Although Nolen’s complaint generically references the preliminary-hearing evidence on
which the state court relied for its probable-cause finding, the complaint discusses none of the
preliminary-hearing evidence cited above. Instead, Nolen asserts that the court considered Jones-
Hunt’s equivocal testimony identifying him as the shooter to be a “crucial” piece in this “very
circumstantial” puzzle. (Compl., R. 1, PageID 7). He argues that his allegations concerning the
court’s reliance on that testimony were sufficient to show a lack of probable cause given Ford’s
omissions relating to the circumstances of Jones-Hunt’s identification of Nolen. On this latter
point, says Nolen, Ford omitted the Dobbs i.d. from his report (shared with prosecutors) and his
testimony before the court. (Appellant’s Br., ECF 17, 34–36). And he failed to advise the court
that he had “corrupted” Jones-Hunt’s identification of her brother by providing her “false
information” about the countertops, saying that “phone records ‘placed [Nolen] at the gas station’
at the time of the murder,” and telling her “that Nolen was the murderer, despite knowing that
Nolen had alibi witnesses and was in a different location” when the crime occurred.4 (Id.);
(Compl., R. 1, PageID 4–5).
4 Material omissions typically pertain to the officer’s actions and perceptions.

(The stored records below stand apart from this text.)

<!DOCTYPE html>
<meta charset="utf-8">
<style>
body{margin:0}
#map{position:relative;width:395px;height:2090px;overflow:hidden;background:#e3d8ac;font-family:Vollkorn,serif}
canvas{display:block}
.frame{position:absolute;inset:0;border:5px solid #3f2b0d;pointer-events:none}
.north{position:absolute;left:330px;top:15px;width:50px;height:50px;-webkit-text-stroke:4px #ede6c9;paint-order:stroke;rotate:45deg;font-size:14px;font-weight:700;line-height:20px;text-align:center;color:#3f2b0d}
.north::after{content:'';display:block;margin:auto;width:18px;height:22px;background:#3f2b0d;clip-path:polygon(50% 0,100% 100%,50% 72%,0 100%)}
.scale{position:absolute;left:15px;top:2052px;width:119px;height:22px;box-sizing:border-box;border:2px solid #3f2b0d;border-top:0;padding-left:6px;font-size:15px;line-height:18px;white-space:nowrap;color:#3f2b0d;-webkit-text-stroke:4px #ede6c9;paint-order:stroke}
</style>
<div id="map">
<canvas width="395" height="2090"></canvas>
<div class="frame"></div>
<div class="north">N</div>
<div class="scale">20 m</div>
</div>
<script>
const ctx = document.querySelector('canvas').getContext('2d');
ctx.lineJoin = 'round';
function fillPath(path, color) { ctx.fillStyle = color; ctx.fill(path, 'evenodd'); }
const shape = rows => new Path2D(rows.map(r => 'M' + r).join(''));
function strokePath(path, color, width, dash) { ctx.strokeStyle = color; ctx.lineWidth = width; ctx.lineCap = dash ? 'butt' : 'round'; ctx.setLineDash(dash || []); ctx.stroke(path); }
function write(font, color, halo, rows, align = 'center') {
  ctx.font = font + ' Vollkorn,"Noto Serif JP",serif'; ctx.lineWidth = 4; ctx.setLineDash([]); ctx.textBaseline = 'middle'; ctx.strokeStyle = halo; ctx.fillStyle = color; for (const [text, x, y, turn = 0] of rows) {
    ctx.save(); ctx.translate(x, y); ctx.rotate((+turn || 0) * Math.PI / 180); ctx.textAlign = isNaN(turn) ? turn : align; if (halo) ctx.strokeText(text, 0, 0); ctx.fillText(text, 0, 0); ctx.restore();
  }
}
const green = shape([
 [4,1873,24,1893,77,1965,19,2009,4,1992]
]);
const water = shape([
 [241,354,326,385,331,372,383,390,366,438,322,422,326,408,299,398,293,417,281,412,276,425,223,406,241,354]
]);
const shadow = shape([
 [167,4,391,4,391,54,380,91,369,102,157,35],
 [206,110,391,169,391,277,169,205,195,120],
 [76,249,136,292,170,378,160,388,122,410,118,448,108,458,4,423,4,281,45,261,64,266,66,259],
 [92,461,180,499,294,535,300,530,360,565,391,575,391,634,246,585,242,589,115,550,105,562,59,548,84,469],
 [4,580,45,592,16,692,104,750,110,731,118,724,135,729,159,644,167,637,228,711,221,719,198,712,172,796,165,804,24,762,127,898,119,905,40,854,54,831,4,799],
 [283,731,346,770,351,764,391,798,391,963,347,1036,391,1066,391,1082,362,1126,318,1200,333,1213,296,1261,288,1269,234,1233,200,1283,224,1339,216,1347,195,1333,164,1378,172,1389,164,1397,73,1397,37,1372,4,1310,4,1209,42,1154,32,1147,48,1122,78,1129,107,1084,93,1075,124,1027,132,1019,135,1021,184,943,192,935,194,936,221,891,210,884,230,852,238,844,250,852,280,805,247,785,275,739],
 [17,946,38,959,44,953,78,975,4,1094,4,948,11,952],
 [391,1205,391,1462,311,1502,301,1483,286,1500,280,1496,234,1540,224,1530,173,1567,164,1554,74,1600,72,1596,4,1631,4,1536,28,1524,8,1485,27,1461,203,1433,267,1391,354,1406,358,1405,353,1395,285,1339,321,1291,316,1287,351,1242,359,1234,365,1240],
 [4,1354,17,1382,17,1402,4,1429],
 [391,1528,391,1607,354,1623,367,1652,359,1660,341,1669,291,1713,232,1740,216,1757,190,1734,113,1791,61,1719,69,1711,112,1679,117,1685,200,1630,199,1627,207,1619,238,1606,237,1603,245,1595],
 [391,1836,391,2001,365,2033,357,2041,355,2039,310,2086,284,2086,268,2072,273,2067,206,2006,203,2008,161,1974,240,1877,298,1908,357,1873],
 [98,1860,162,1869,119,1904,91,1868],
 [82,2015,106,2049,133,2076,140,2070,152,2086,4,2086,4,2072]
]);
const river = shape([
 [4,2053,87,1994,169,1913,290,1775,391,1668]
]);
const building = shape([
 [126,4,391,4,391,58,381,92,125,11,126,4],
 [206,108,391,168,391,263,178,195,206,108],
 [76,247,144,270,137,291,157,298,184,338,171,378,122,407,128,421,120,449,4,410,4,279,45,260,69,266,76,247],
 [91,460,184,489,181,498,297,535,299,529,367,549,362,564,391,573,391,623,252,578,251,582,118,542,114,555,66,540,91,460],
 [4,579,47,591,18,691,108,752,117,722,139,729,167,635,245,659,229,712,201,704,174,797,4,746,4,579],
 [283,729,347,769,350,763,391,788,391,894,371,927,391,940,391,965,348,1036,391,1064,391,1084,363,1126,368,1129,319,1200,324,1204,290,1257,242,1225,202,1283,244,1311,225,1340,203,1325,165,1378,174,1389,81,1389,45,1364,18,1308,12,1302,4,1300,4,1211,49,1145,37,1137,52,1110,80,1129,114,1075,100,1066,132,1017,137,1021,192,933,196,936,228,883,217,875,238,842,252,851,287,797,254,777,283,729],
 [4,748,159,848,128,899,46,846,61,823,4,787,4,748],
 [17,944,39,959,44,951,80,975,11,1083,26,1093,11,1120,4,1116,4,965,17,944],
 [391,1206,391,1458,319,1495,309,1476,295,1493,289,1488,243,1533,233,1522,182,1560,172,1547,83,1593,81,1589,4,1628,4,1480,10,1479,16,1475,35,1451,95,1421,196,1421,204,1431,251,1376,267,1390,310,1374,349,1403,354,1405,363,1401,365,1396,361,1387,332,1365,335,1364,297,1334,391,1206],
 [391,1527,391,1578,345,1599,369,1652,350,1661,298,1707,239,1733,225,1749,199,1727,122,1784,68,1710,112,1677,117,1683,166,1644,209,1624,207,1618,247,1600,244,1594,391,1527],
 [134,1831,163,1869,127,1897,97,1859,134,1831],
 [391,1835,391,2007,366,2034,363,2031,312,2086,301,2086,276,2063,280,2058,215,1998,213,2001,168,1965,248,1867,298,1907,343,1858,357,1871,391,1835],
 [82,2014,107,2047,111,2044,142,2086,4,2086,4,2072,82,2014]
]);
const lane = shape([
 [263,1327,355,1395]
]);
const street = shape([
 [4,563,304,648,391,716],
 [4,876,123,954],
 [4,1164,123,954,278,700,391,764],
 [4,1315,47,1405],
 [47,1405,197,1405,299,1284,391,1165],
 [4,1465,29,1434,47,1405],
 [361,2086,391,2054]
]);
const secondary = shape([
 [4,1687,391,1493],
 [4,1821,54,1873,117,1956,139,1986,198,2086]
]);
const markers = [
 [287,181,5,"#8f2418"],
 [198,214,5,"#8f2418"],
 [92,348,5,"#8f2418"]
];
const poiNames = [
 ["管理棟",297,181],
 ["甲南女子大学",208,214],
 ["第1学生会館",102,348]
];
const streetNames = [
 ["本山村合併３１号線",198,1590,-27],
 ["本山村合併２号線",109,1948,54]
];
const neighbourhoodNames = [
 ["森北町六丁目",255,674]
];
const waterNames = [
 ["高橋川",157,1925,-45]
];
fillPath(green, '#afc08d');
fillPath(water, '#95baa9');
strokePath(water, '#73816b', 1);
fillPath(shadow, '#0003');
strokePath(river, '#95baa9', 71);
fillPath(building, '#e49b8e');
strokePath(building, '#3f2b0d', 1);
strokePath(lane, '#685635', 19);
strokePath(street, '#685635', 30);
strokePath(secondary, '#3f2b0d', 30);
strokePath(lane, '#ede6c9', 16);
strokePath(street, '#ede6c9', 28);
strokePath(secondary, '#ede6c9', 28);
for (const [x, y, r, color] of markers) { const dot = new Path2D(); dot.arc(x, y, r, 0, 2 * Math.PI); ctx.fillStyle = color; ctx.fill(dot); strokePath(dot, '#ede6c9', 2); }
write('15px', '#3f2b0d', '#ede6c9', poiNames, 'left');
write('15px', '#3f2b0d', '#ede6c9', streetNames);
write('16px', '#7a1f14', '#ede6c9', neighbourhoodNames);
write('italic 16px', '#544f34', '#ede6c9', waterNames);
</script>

A paradigmatic example is when an officer omits pertinent factual information. Sykes, 625 F.3d at 306–07 (finding an omission to be material where an officer omitted from a warrant affidavit the fact that surveillance footage showed two armed men at a robbery scene). Some of the omissions that Nolen alleges appear to be one degree removed from an ordinary case. For instance, he counts as an omission Ford’s failure to disclose his questioning tactics. But he points to no caselaw clearly establishing that an officer is liable for malicious prosecution under § 1983 for neglecting to disclose such information. Because we conclude that the remaining evidence supported probable cause, we need not further consider the materiality of these omissions.
- 18 - No. 25-1370, Nolen v. Ford
According to Nolen, if we add in these alleged omissions and accept the complaint’s
allegations as true, then we must conclude that there was no probable cause here. See Sykes, 625
F.3d at 305. But viewed in the light most favorable to Nolen, his allegations could, at most, weaken
only one item of evidence: Jones-Hunt’s identification. Even acknowledging the cruciality of that
evidence, however, we still must consider whether other evidence presented to the court
established probable cause. This is where Nolen’s claim falters. Considered together, the
remaining evidence—however circumstantial—was sufficient to establish “a probability or
substantial chance” that Nolen was the culprit. Howell, 148 F.4th at 853 (citation omitted). As
we previously have observed, “probable cause determinations focus on probabilities, not
certainties.” United States v. Saine, 162 F.4th 804, 808 (6th Cir. 2025).
As such, even if the court knew of Jones-Hunt’s initial suggestion that Dobbs could be the
shooter, that revelation would not have “collapsed the foundations” of the court’s probable-cause
determination. Mills, 869 F.3d at 481. Jones-Hunt still would have concluded—albeit
equivocally—that she thought the shooter was her brother. And even if the court believed Jones-
Hunt’s identification was substantially weakened by this information, other preliminary-hearing
witnesses’ testimony still would have linked Nolen to the crime, leaving the judge’s inference
about the video and Towns and Saleh’s testimony intact.
Thus, we conclude that the complaint lacks factual allegations sufficient to demonstrate
that Ford’s alleged omissions—even viewed in the light most favorable to Nolen—show there was
no probable cause to charge Nolen.
VI.
For the foregoing reasons, we affirm.